Bowie slipped an arm around my shoulder. “Hangin’ in there?” he asked.

I gave him a wry smile. “Yeah. You?”

“Yeah.”

Reverend Duane had given us some privacy before daddy was packed up for burial. None of us were real keen on the idea. We’d survived the visitation and the funeral. The burial was private. And it was the last thing standing between us and a whole lot of liquor.

I spared a glance in my father’s direction. I didn’t get when people said it looked like the dead were just sleeping. To me, the second Jonah Bodine’s spirit left his body, there was nothing lifelike about it. I’d had that exact thought four days ago when I found him dead in the bed that he and my mama had shared for twenty-two miserable years.

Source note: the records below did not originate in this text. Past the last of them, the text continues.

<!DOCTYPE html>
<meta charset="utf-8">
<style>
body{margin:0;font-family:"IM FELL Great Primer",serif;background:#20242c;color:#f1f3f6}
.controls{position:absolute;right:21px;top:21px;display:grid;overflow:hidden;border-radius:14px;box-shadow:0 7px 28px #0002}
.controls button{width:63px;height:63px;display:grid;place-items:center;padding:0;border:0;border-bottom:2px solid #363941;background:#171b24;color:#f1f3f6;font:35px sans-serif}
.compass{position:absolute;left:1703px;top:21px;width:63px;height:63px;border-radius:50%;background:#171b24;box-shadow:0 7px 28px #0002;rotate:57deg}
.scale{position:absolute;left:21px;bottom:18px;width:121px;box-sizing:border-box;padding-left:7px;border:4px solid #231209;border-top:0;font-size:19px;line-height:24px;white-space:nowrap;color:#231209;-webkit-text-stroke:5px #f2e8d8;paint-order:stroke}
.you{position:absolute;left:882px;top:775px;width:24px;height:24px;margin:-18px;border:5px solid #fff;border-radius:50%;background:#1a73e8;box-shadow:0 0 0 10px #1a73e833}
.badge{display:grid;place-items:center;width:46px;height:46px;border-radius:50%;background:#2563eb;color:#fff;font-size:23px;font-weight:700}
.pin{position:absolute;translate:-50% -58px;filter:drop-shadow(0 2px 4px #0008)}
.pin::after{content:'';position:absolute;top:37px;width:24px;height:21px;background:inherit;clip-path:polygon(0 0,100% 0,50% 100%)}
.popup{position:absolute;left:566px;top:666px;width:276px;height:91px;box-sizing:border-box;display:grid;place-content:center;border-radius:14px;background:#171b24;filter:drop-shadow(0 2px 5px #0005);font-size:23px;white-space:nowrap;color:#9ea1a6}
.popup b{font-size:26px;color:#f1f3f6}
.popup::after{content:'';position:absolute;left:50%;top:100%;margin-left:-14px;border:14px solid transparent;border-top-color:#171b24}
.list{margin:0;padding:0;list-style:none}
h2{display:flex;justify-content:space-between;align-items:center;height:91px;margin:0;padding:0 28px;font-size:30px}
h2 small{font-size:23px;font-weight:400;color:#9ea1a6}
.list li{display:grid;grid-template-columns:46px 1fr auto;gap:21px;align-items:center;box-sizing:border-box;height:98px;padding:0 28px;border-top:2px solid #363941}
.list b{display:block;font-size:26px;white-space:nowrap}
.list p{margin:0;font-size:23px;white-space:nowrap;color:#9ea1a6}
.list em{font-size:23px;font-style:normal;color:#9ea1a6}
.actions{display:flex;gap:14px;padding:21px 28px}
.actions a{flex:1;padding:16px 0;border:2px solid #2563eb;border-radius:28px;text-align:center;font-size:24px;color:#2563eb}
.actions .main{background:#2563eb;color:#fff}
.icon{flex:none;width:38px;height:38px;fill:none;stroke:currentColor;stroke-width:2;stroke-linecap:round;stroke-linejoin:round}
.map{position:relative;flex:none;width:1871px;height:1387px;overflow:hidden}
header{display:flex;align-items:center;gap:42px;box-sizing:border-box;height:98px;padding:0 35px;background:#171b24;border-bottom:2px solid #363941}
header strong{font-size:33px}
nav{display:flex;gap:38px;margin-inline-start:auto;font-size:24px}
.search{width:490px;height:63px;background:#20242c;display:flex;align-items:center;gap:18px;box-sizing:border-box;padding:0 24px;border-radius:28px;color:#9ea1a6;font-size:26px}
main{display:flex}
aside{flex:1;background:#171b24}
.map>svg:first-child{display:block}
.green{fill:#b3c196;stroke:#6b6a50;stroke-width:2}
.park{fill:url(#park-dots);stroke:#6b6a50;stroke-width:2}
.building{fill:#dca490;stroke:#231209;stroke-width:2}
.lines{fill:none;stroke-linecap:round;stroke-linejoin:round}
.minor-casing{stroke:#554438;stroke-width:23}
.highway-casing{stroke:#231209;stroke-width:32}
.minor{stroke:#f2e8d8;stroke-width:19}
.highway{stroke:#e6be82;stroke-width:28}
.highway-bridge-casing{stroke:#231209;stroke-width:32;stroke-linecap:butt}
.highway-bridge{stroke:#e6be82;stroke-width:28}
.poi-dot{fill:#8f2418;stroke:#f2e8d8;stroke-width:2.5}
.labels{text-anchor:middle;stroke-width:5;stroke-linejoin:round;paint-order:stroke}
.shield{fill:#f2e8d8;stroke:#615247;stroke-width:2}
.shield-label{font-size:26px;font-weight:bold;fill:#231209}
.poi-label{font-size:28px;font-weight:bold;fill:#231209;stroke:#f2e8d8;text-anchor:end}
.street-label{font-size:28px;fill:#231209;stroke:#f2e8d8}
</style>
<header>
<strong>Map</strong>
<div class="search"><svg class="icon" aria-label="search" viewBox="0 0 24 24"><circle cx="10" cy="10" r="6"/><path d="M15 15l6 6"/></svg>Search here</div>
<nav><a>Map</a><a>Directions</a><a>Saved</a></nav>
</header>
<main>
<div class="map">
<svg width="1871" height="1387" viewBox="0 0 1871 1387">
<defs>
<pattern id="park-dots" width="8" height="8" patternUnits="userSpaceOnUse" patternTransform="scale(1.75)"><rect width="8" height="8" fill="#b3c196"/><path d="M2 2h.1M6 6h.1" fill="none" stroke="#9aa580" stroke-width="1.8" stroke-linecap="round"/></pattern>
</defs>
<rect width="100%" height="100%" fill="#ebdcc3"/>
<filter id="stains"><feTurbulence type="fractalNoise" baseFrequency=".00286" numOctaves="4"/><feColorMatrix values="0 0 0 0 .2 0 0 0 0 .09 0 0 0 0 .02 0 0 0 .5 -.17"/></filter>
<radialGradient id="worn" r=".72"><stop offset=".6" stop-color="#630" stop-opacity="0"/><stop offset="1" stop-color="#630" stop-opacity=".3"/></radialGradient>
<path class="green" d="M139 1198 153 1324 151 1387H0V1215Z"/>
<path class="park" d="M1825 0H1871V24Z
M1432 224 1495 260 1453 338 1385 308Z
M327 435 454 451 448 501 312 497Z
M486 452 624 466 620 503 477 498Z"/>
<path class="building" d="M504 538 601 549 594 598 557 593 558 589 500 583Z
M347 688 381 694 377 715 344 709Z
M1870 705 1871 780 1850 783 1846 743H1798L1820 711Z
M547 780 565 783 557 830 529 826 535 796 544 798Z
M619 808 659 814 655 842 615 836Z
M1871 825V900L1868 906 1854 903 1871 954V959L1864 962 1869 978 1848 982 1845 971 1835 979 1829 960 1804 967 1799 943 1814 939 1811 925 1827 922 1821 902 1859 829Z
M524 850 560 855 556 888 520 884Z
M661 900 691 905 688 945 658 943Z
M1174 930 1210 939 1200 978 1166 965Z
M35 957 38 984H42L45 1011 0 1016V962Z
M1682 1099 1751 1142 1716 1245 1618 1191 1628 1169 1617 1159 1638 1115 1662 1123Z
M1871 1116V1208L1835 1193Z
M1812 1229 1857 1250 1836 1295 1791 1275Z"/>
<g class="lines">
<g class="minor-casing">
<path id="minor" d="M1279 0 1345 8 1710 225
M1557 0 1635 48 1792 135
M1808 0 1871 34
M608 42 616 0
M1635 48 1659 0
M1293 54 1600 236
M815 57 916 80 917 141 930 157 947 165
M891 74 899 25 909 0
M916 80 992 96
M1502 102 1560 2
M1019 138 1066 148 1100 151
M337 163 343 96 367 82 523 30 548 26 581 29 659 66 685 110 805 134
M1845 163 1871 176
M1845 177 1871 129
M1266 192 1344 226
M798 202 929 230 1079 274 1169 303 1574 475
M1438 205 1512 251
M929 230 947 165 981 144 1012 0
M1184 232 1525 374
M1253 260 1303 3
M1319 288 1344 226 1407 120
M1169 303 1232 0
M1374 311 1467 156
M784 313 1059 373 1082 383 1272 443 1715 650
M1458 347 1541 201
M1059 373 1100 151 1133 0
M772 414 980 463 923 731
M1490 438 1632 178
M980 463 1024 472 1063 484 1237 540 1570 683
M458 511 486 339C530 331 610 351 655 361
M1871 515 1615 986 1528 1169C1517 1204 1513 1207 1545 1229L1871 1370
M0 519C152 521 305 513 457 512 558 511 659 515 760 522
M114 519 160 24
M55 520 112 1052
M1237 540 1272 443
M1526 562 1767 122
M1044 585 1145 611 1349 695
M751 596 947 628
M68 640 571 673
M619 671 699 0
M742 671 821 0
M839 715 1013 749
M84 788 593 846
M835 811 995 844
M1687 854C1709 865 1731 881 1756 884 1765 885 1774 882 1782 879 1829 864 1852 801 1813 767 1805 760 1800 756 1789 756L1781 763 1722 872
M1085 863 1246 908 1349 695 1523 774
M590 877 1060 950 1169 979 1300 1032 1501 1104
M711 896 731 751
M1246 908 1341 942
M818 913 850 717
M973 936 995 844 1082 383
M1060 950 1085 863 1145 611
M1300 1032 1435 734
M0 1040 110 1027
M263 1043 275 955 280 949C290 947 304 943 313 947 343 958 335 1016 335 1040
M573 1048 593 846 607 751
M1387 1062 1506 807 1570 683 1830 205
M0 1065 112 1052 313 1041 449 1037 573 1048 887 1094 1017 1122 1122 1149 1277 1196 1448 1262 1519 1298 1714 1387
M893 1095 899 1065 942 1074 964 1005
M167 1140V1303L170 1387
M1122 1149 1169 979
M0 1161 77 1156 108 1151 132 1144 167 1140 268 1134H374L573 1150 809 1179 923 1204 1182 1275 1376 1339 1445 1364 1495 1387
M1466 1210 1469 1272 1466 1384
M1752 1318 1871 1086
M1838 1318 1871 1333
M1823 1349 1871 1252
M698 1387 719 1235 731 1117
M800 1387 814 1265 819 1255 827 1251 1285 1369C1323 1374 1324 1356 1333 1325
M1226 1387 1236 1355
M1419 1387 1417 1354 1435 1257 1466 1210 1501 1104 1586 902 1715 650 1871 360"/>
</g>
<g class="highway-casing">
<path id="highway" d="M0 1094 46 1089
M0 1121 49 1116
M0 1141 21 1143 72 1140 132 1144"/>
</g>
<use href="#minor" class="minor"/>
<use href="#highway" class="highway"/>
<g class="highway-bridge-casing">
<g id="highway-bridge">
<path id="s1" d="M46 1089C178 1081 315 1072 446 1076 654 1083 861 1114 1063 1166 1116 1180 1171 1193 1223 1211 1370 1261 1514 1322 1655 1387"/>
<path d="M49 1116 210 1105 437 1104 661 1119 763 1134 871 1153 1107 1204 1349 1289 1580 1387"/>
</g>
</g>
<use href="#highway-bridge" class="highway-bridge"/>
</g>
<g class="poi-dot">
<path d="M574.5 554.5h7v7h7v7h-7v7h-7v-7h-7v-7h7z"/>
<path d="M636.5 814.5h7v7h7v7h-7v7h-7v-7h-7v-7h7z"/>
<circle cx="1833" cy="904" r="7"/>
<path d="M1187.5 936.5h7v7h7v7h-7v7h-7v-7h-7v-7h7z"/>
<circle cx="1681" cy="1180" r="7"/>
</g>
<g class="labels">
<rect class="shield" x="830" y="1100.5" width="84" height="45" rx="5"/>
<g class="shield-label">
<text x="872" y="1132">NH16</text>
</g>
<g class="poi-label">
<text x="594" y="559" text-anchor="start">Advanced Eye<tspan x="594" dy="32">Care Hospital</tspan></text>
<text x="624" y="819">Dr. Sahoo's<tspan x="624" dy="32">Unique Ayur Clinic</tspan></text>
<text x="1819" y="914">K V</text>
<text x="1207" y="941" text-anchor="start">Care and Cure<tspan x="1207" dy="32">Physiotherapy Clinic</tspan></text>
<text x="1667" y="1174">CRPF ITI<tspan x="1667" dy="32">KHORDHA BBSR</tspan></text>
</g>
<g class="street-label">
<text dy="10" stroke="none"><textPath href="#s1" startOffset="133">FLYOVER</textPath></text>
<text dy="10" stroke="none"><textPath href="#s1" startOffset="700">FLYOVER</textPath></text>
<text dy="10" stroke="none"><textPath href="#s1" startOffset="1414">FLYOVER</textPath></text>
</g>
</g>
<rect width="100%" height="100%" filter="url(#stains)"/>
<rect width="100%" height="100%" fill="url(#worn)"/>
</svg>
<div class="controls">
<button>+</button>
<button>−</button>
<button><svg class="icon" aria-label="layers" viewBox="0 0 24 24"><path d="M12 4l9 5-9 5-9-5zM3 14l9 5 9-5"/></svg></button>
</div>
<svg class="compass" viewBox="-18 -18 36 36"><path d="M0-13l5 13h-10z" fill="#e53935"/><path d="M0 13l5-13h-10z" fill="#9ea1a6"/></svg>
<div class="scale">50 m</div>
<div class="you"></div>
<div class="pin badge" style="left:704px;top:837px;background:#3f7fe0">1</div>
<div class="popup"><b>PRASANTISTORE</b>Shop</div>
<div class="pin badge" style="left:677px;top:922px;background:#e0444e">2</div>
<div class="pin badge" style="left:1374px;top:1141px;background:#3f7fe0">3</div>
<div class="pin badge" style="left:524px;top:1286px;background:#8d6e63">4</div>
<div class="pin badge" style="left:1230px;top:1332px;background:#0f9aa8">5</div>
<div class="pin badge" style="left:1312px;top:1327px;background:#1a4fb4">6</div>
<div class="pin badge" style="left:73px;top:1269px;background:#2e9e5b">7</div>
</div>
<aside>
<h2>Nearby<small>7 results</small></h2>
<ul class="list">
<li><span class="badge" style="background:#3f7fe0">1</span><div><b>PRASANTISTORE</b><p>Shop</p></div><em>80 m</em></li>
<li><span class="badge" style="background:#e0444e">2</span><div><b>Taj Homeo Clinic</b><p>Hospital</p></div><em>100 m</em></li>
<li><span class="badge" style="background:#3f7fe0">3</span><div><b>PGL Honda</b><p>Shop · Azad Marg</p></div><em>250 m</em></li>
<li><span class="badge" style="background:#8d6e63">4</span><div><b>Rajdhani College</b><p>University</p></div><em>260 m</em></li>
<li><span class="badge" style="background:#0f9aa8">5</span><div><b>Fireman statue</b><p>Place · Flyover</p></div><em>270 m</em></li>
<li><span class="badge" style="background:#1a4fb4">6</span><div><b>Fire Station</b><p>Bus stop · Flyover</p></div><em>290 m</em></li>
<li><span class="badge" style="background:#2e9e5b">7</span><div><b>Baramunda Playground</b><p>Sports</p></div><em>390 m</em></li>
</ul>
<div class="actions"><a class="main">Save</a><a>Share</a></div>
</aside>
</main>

Of all us Bodines, I was the closest to Daddy. We worked together. Or, rather, I had taken over the family business from him when he couldn’t keep himself sober enough to finish a job. I’d learned to drive at twelve. That summer, Mama had started sending me to work with Daddy to make sure he wasn’t drinking on the job. He was. And I learned to drive stick sitting on a stack of folded-up quilts.

And now he was gone. And I didn’t know how in the hell I felt about that.

“Bonfire still on tonight, Scar?” Gibson was looking at me like he knew I wasn’t entirely in the “ding dong the drunk is dead” camp.

“Yeah, it’s still on.”

My little cottage with its swatch of lakefront beach was the perfect place to ring in the weekends, and we did so with bonfires, floats, and impromptu concerts—Bootleg had its share of musical talent.

While tonight would be just another party to my brothers, it would be my own private send-off to the father I’d loved despite everything.

“So, Bowie,” I said, eyeing him up. He had our mama’s gray eyes like me and daddy’s dark, dark hair. “Was it just my imagination, or were you trying to inhale Cassidy Tucker? How many other neighbors did y’all sniff in the receiving line?”

He clenched his jaw, which only served to highlight the sharp Bodine cheekbones. “Shut up, Scarlett.”

I grinned, my first real smile of the day. “Only pickin’,” I promised.

Bowie had never admitted it, but the man was carrying a torch. As far as I knew, he’d never done a damn thing about it. Me, on the other hand, if there was a guy I liked? I let him know. Life was short, and orgasms were great.